• Exercise:
Your response should contain every line from the data below that holds the string "tools".

• Supplied material:
--------------------------------------------------

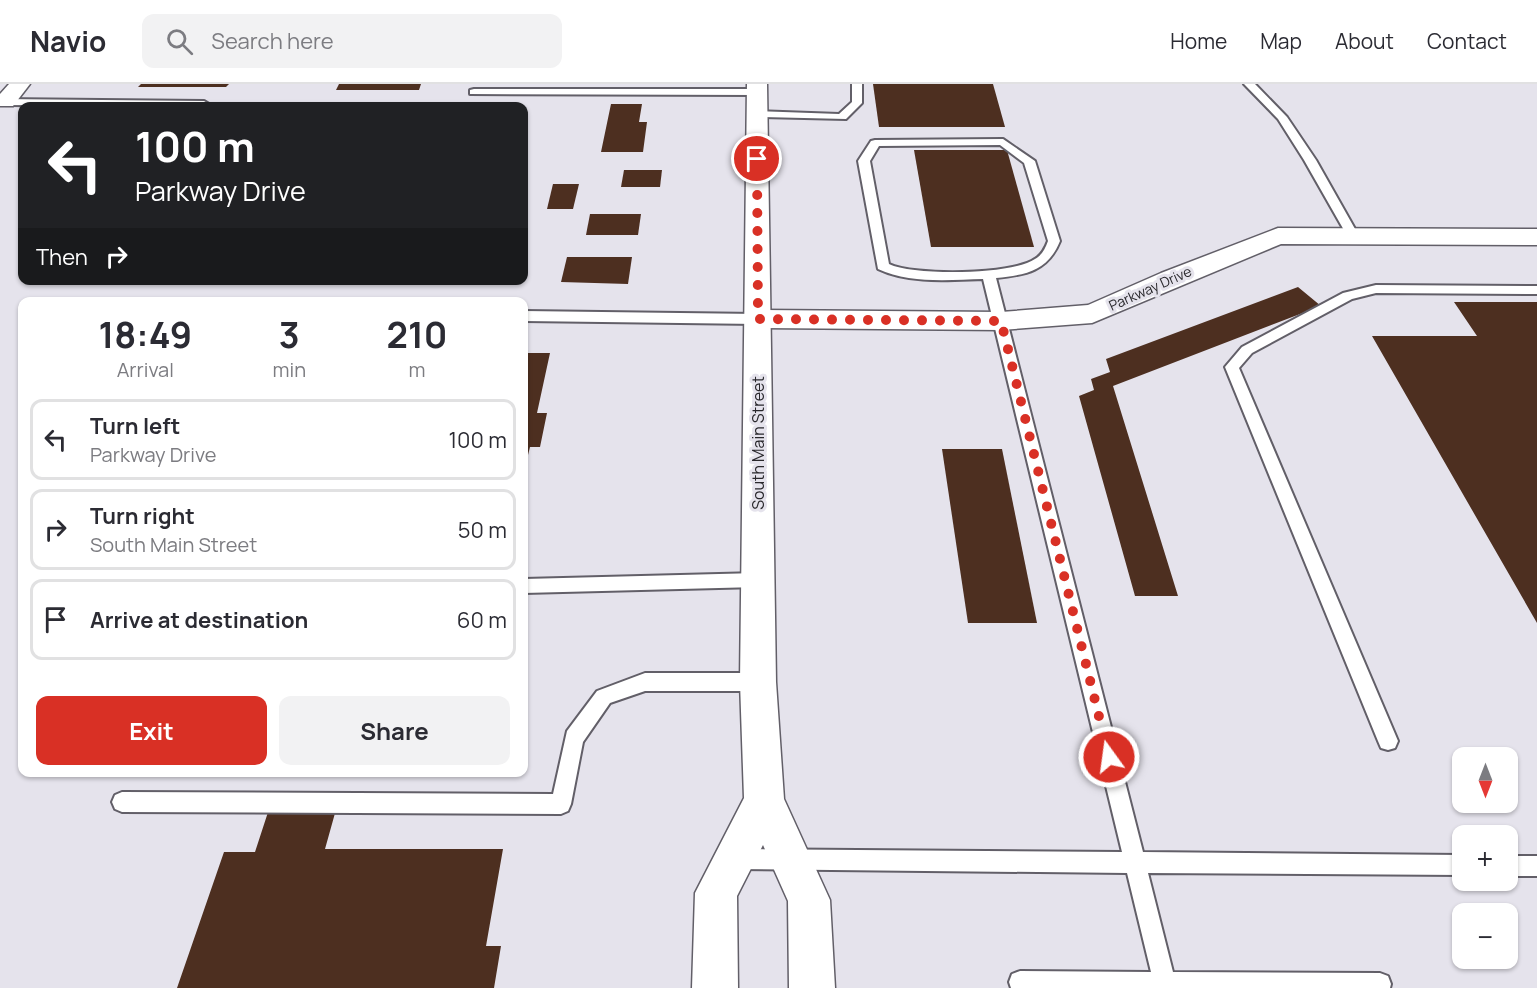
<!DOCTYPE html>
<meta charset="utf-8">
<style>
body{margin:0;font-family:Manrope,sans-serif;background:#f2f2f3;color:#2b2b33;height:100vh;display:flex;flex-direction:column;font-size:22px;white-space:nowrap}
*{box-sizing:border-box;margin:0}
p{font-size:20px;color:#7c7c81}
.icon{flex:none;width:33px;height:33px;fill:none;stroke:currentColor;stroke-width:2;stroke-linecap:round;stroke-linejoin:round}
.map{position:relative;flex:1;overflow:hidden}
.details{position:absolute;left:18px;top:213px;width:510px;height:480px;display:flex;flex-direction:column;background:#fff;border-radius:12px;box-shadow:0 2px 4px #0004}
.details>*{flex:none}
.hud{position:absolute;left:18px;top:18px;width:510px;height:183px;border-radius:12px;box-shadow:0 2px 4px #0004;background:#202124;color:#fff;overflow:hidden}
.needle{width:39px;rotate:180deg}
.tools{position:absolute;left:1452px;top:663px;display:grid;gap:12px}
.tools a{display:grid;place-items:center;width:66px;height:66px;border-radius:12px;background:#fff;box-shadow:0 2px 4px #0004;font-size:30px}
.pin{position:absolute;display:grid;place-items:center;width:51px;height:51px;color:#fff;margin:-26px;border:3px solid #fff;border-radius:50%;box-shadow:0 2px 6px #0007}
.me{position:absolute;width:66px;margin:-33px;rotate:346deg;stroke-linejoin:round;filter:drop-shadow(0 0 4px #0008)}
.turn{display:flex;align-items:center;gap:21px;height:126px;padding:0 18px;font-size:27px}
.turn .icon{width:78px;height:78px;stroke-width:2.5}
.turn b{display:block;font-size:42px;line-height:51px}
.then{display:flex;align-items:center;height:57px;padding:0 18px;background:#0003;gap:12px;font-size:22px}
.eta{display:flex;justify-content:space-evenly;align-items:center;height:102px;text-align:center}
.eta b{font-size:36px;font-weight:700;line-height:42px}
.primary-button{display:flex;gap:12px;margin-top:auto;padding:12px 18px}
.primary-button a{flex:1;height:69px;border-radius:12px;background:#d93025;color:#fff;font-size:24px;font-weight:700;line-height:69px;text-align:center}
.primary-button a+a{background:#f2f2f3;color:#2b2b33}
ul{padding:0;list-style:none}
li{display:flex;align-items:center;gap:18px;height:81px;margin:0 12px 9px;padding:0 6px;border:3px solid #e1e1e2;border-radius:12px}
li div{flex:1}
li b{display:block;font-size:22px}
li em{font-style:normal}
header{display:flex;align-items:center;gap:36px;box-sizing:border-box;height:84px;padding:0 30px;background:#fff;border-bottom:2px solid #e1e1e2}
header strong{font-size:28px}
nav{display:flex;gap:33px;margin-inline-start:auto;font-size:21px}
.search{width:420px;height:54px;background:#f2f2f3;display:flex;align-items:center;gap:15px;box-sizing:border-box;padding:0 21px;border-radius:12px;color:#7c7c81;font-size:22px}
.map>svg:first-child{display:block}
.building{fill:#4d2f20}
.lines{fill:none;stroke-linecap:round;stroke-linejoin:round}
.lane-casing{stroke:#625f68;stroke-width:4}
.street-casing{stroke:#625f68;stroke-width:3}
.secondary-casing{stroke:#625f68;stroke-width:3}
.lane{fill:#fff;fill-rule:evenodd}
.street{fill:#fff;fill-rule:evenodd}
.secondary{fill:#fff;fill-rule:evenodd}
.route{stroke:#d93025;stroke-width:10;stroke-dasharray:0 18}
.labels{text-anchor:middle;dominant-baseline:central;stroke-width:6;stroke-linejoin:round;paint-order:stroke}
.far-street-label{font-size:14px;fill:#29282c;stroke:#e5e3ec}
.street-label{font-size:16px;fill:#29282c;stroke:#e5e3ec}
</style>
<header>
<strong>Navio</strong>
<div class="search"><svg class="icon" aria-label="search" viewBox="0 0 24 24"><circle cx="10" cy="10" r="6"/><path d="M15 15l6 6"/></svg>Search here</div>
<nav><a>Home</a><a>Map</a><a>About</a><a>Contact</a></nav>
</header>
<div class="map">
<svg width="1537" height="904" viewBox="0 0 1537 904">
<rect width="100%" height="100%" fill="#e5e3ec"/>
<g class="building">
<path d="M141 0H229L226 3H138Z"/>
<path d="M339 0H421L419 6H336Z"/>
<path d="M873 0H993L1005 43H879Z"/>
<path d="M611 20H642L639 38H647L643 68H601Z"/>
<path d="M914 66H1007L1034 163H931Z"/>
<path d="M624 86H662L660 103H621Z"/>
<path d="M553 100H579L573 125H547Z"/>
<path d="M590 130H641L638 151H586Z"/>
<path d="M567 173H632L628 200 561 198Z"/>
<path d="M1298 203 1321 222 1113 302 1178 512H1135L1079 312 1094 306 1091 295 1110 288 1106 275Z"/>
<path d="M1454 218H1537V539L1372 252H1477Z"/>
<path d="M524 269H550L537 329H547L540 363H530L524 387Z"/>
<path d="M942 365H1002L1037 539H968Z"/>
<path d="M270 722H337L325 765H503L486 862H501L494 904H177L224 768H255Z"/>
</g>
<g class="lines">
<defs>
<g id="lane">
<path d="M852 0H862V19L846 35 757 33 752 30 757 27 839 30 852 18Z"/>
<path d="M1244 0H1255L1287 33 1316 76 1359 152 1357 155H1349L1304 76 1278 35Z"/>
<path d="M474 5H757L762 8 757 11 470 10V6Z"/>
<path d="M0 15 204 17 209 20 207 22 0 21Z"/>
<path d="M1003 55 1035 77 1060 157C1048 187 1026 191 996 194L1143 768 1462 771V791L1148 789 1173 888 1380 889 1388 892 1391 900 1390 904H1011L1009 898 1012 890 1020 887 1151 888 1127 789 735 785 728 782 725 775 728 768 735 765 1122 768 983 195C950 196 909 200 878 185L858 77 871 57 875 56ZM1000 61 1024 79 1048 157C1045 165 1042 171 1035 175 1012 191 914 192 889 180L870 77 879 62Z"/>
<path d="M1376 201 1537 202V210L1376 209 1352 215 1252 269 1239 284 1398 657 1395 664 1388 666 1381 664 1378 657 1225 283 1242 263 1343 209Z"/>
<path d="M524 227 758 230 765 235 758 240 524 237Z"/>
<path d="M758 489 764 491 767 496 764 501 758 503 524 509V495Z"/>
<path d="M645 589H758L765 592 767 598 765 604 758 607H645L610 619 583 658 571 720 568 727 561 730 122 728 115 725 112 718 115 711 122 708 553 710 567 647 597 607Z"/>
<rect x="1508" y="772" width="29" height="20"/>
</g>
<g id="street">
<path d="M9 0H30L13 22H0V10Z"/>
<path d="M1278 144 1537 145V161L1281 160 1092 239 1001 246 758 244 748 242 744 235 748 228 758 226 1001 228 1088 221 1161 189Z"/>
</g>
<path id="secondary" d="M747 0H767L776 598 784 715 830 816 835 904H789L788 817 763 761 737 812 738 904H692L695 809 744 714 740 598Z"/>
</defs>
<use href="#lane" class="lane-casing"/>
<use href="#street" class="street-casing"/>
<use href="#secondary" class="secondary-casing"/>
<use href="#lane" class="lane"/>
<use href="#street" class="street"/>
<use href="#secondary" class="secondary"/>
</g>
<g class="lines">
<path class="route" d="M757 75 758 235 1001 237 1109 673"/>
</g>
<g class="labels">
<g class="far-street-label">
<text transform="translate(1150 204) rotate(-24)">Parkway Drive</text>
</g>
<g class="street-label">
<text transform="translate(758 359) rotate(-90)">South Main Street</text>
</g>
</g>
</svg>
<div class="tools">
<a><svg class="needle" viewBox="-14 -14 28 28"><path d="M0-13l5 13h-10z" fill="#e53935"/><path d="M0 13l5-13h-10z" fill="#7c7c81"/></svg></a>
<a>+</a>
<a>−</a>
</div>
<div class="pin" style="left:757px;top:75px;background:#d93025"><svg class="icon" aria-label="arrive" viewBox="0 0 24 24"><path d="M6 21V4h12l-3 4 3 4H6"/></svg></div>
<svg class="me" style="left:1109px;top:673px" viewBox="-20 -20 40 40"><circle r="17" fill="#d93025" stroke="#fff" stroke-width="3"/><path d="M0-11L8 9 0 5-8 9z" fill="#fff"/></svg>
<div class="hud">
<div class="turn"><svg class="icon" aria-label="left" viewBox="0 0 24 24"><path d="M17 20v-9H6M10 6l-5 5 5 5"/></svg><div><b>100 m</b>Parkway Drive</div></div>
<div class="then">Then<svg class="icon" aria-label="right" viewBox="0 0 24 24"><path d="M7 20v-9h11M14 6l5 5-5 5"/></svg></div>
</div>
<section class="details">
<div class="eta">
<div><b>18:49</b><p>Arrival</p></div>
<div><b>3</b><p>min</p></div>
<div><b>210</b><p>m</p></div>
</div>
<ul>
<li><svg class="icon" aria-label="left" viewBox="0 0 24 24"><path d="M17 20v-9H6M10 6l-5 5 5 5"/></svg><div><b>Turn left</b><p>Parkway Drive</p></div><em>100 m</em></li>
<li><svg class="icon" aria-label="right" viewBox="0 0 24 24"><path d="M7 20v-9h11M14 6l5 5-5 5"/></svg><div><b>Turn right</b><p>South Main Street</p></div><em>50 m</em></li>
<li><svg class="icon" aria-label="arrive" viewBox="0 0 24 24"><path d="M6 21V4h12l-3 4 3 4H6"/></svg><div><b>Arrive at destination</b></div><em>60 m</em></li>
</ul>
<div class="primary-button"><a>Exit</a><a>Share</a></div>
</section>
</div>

--------------------------------------------------

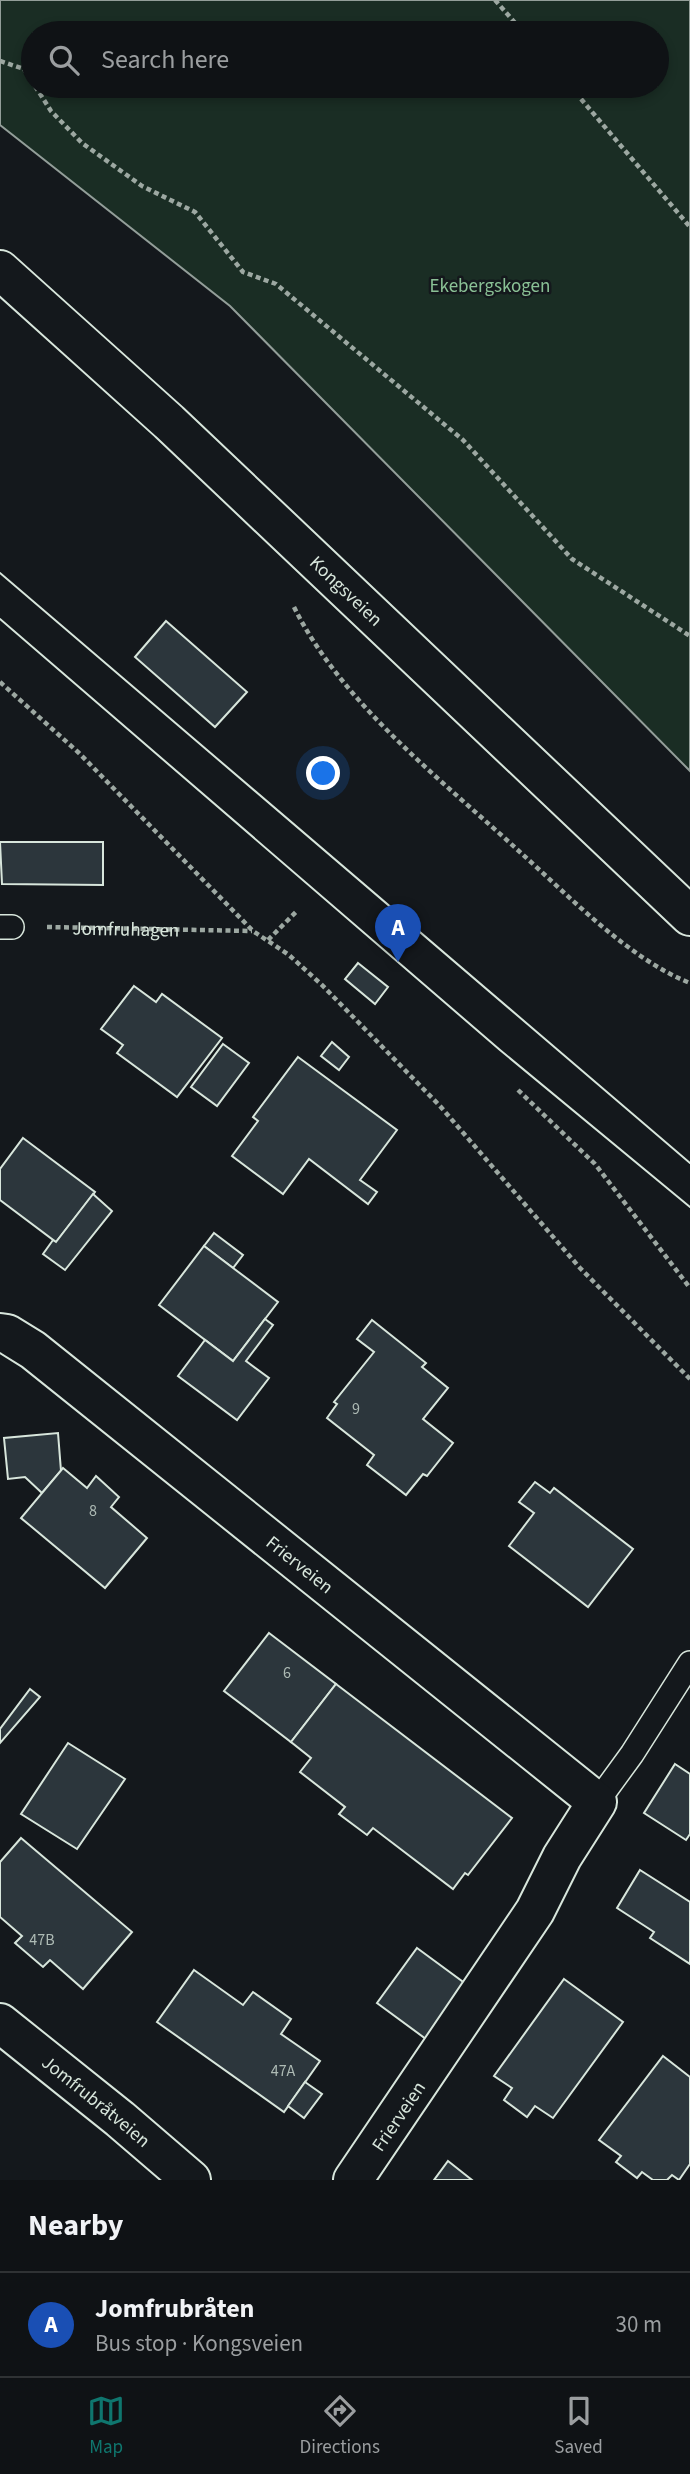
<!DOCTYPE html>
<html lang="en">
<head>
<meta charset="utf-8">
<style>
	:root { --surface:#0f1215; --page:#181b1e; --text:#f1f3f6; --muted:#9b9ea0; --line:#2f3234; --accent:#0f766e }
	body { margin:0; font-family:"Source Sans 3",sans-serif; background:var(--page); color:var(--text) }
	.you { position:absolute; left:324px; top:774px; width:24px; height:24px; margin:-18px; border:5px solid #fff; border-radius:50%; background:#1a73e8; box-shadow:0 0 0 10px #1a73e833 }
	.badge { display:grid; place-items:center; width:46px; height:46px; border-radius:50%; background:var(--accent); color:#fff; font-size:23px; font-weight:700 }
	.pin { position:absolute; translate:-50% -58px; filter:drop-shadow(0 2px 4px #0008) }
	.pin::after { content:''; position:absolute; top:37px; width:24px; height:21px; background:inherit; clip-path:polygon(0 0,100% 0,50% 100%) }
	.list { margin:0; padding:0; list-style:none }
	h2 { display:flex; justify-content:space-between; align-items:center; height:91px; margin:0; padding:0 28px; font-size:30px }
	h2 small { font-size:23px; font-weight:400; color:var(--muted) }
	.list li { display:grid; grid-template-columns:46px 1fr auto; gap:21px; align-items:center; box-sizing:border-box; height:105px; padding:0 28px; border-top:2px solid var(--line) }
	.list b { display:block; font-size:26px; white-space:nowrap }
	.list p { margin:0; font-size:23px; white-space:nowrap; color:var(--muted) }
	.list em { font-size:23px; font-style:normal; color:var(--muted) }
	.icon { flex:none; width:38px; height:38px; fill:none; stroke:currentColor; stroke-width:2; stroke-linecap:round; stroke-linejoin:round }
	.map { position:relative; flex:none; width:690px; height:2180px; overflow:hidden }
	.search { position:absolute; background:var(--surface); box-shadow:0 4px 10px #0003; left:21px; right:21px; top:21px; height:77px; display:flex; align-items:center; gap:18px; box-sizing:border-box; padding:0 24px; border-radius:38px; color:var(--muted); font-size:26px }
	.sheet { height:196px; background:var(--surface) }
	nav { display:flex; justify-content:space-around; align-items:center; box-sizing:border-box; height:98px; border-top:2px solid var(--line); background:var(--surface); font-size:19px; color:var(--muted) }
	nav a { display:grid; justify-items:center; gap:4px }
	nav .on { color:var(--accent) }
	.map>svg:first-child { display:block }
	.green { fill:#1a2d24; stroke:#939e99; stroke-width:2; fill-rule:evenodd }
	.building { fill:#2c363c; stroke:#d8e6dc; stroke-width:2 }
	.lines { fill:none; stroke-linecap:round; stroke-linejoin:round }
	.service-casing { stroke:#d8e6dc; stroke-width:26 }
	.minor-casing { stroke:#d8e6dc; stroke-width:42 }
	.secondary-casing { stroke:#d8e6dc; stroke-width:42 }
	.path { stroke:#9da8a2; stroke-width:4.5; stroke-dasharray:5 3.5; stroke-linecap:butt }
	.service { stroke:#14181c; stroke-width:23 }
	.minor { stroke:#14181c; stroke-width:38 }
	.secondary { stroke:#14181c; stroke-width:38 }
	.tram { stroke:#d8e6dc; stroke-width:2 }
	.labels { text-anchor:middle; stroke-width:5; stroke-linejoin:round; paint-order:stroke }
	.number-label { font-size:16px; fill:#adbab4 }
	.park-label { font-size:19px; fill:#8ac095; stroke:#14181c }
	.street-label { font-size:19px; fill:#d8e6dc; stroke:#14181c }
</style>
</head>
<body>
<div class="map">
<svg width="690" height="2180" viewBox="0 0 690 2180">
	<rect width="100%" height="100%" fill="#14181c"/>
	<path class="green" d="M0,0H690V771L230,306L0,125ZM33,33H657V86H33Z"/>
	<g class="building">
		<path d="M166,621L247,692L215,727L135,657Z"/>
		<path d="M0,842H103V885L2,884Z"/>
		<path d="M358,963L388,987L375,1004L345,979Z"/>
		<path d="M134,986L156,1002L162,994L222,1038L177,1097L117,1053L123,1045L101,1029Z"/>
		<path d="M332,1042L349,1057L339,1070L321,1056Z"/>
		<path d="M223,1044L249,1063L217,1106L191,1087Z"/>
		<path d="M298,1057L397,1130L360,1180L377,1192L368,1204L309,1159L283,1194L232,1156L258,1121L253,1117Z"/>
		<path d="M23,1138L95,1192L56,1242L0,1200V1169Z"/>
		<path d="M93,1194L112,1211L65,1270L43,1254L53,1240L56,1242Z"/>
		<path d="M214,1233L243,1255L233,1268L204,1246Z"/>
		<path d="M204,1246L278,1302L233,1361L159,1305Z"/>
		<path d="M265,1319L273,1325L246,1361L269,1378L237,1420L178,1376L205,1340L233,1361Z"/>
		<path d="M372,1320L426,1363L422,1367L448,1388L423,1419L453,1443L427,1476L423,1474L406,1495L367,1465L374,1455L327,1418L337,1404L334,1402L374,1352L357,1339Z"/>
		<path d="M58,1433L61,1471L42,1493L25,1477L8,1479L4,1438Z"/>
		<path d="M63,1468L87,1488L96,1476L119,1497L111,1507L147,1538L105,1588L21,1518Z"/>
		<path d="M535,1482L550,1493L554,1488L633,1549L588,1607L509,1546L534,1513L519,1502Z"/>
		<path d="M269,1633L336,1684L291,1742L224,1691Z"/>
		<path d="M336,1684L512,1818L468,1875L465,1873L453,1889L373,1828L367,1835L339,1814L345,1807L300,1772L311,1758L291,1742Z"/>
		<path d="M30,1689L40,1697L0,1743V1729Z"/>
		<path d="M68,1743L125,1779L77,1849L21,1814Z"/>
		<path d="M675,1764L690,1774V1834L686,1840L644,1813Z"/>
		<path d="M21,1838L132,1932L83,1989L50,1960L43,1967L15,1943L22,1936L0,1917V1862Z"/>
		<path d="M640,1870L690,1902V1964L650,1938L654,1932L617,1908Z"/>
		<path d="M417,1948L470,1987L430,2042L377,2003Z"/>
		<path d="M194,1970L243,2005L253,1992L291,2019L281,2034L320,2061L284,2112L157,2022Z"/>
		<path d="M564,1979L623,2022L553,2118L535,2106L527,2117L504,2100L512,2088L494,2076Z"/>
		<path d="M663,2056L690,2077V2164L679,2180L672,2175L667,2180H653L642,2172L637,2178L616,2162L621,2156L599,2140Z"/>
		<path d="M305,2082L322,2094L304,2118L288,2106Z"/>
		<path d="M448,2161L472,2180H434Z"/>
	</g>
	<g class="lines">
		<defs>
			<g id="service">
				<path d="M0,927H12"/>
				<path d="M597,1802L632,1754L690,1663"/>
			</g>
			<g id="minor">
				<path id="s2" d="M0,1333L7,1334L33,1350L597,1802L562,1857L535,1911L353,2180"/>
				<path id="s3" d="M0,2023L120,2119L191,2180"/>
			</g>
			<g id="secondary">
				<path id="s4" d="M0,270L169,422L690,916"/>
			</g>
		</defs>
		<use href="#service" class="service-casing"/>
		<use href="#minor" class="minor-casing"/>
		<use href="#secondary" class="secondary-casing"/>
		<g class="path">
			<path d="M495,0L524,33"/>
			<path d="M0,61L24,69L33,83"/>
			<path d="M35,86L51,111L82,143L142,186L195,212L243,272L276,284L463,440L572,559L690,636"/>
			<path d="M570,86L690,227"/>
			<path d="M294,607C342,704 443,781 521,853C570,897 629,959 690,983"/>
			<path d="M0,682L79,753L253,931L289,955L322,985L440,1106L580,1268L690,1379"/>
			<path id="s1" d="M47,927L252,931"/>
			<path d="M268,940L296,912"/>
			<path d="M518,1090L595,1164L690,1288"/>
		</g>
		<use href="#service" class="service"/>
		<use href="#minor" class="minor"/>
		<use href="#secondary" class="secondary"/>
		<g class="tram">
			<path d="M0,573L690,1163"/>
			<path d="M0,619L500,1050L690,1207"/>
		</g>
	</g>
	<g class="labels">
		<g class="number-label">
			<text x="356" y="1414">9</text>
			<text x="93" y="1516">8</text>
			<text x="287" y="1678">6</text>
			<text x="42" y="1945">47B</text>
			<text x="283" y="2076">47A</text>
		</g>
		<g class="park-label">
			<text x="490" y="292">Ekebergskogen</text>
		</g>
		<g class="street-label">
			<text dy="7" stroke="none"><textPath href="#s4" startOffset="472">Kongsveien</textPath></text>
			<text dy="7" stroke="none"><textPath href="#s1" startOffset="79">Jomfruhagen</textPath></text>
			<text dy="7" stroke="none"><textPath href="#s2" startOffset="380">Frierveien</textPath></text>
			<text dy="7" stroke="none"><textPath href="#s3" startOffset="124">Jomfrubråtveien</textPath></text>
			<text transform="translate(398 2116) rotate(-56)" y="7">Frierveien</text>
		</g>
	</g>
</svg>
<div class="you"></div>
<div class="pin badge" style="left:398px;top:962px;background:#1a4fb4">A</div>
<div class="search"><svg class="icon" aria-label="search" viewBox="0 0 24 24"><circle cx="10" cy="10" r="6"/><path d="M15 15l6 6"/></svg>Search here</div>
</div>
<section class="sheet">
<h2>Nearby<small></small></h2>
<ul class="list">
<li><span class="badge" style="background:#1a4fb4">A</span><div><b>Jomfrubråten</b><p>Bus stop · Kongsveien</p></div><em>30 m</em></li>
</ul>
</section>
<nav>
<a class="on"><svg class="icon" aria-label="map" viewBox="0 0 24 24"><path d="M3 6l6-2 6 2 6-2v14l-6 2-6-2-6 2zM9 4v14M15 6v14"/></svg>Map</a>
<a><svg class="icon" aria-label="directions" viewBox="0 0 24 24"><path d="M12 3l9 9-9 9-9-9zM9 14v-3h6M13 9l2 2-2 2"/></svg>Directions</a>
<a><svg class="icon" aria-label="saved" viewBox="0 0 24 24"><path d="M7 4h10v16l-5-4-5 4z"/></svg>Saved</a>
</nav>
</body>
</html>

--------------------------------------------------

• Expected answer:
.tools{position:absolute;left:1452px;top:663px;display:grid;gap:12px}
.tools a{display:grid;place-items:center;width:66px;height:66px;border-radius:12px;background:#fff;box-shadow:0 2px 4px #0004;font-size:30px}
<div class="tools">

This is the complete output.